“An affair born in betrayal will end in ashes.”
And a movie starring Lindsay Lohan and Grant Bowler depicting Hollywood’s most controversial and scandalous couple will share the same fate. Liz & Dick tells the love story of two-time Academy Award winning actress Elizabeth Taylor and respected theater actor turned leading man Richard Burton, documenting from their first meeting to Burton’s death in 1984. The key element to love stories, especially biographical love stories, is casting two people that will have chemistry that not only emanates on screen but resembles that of the two actors you are portraying, and Lohan and Bowler failed to deliver.
They met on the set of Cleopatra and loathed each other right away. From their first meeting both made quick assessments of one another; he thought she was conceited and not worth her hype, she believed him to be nothing more than a serial philanderer seeking another notch on his belt. The Cleopatra & Mark Antony love scene changed everything for these two as their passion quickly spilled out from movie set and into their trailers.
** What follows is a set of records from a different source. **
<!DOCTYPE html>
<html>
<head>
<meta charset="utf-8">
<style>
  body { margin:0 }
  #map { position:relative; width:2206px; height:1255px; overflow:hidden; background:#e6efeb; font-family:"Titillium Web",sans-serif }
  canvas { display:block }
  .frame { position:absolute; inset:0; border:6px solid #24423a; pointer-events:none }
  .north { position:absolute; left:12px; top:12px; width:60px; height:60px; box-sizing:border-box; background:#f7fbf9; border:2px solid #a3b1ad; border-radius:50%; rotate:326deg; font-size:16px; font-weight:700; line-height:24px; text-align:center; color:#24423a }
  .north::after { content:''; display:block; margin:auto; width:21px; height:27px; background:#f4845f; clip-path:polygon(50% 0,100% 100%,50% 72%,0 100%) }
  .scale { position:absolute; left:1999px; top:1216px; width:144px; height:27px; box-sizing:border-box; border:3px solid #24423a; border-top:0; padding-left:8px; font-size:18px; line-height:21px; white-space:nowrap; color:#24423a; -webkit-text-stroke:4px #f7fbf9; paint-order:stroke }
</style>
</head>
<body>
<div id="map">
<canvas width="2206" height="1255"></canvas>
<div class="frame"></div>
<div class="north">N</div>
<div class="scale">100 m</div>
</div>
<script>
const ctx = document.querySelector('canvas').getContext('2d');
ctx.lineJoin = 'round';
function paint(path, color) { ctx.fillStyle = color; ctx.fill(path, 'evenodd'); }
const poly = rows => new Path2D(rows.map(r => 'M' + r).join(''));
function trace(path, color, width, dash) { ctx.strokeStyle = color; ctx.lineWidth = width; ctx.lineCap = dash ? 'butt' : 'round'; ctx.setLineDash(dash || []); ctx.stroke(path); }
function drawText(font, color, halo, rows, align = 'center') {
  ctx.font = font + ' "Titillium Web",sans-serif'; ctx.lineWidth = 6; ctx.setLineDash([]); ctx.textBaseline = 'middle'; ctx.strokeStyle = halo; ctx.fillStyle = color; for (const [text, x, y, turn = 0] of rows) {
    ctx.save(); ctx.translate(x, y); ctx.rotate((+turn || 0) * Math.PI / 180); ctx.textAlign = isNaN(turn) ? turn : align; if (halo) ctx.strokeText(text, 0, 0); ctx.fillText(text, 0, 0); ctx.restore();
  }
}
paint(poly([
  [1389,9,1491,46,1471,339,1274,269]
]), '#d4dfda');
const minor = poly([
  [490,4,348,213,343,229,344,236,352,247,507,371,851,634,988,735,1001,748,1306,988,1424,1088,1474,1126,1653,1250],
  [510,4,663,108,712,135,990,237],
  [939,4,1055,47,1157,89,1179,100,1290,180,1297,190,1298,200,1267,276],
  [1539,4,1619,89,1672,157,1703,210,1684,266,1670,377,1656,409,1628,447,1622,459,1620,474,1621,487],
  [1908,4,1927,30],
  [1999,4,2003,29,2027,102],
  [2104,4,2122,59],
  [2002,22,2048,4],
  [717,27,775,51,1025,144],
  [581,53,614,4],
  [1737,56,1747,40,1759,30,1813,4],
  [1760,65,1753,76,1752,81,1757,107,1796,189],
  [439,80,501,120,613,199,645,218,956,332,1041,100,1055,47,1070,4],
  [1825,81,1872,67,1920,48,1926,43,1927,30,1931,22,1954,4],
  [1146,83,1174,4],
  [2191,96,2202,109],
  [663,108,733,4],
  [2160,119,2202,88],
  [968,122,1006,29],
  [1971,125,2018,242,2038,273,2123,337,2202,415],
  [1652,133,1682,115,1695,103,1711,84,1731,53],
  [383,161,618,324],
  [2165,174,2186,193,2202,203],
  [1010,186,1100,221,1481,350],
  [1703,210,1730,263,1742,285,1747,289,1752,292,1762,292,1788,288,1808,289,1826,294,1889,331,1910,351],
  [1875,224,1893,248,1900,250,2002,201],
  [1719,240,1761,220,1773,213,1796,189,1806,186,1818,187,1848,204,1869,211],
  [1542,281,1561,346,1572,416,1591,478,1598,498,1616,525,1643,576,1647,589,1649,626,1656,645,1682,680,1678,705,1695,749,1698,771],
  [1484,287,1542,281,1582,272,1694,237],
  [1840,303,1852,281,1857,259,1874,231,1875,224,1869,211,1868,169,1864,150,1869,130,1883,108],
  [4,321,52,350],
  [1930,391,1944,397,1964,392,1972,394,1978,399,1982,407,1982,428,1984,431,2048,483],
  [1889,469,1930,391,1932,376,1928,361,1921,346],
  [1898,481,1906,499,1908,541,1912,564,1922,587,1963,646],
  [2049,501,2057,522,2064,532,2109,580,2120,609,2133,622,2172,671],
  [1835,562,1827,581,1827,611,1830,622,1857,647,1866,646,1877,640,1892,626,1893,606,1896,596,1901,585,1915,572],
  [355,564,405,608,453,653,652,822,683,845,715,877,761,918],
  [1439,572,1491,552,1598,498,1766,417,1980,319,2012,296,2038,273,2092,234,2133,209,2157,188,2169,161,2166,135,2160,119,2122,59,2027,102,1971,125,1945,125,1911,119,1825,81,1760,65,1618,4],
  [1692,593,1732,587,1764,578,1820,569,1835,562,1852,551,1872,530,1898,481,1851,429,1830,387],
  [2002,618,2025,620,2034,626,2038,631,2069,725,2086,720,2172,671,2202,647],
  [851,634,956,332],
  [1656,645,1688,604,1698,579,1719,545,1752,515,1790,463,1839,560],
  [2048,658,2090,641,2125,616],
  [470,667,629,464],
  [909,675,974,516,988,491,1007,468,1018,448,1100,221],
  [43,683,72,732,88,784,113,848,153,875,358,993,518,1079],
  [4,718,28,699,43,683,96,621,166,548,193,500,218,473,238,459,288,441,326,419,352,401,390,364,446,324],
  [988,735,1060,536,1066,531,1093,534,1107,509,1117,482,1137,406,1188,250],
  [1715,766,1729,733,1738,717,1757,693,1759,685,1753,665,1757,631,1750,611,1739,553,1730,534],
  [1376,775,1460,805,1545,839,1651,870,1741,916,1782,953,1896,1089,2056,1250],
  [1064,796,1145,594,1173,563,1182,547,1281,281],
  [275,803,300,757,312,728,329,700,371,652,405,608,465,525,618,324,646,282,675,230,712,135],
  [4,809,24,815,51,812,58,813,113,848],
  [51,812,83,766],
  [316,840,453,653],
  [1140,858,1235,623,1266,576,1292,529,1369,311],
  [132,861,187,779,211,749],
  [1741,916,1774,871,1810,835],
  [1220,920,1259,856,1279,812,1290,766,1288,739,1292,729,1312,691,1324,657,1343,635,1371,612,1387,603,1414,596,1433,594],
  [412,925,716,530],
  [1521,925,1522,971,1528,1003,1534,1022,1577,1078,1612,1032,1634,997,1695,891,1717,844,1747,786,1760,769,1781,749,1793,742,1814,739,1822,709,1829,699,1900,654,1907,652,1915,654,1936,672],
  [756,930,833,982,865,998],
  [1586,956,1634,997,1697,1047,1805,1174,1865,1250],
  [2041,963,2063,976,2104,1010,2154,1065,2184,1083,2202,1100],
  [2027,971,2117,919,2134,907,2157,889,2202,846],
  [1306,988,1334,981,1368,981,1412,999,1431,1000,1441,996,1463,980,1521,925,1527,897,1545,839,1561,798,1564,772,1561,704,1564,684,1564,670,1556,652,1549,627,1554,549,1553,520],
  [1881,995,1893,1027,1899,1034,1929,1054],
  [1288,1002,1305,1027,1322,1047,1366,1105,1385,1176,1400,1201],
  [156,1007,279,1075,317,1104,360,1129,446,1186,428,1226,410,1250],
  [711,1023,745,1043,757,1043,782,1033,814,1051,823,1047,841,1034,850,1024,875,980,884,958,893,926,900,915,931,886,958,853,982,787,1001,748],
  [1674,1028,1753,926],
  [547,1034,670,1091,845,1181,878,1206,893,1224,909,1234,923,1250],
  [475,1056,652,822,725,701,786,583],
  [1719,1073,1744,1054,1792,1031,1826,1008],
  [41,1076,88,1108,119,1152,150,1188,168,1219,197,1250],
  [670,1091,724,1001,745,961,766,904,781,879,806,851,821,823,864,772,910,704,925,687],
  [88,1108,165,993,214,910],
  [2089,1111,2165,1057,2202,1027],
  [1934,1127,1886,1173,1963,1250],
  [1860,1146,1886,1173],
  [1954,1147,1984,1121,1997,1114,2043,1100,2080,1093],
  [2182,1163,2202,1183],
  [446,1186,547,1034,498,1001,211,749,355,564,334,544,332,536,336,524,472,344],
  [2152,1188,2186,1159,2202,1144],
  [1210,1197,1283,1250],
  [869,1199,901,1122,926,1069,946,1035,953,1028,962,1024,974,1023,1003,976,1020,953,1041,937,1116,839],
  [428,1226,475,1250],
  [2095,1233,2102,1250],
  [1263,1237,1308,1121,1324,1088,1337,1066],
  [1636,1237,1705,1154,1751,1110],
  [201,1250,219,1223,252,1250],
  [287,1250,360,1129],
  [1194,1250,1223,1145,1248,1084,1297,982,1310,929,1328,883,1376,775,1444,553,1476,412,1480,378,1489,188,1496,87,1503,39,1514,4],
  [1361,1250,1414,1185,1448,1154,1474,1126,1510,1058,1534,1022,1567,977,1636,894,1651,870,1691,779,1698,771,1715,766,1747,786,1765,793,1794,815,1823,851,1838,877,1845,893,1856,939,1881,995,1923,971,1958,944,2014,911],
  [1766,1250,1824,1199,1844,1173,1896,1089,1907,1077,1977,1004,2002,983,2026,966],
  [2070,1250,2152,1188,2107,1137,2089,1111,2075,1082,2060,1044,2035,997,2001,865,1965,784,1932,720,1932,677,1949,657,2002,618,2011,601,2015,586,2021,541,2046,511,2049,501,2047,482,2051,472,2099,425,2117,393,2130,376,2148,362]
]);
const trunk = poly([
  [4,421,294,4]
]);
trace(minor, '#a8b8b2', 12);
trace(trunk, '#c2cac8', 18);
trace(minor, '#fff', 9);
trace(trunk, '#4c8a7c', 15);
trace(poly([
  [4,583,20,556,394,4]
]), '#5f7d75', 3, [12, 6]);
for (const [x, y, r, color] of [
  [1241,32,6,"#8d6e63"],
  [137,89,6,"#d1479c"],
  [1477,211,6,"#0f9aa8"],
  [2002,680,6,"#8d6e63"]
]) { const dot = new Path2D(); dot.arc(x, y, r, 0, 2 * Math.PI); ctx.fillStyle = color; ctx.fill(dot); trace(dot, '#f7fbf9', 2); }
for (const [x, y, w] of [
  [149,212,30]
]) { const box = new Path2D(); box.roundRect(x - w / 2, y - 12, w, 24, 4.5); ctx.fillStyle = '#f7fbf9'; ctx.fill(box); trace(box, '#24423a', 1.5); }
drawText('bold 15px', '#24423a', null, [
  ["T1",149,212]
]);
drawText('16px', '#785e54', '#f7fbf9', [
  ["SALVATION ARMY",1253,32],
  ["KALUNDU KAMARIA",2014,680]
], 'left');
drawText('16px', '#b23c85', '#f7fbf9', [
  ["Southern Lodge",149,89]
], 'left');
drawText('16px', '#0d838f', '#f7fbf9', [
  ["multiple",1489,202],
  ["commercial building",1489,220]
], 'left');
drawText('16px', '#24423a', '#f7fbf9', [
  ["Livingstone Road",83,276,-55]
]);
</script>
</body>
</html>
News of their relationship quickly became Hollywood’s most scandalous and popular story given that both were married (Burton on his first marriage and Taylor on her fourth). Despite the knowledge that wherever that went they would be followed by paparazzi and how their actions affected their spouses, Liz & Dick (as they would henceforth be known as) continued their affair that would eventually lead to two marriage attempts and eleven films including Who’s Afraid of Virginia Woolf, the film that earned Taylor her second Academy Award. They were a lavish couple, exchanging gifts as exuberant as Van Gogh paintings, private jets, and millions of dollars in jewelry to show their love and devotion to one another. Truly in love, but they were unable to sustain their love that burned too bright, too quickly.
Before I begin I would just like to say that I acknowledge how difficult acting is as an art form, and I acknowledge how challenging it would be to assume the lives of two people who actually lived, especially two people as iconic as Elizabeth Taylor and Richard Burton; I am of the opinion that there are few actors that would have been able to convincingly do the pair justice. That being said, Lohan and Bowler were aware of that challenge before they agreed to the project, and neither of them made me believe a single second. Their acting was just that, acting. There was no immersive feeling; there was no belief that I’d been transported to the past and was observing events of the real couple’s lives; they were just two people going through the motions; they were actors playing parts, and that was visible onscreen. As far as chemistry goes, not sure if it was the age difference between the two or the fact that Lohan looked too young to be playing the then 29-year- old Taylor, but when they kissed it was awkward, not romantic.
Now I’m not bashing the two simply for the sake of bashing them; to be clear, I think Grant Bowler shows promise in his new series Defiance, and I am probably one of the few people who actually hopes that Lindsay Lohan will find success again, but as a far as their work in Liz & Dick goes, I think it will do more harm than good.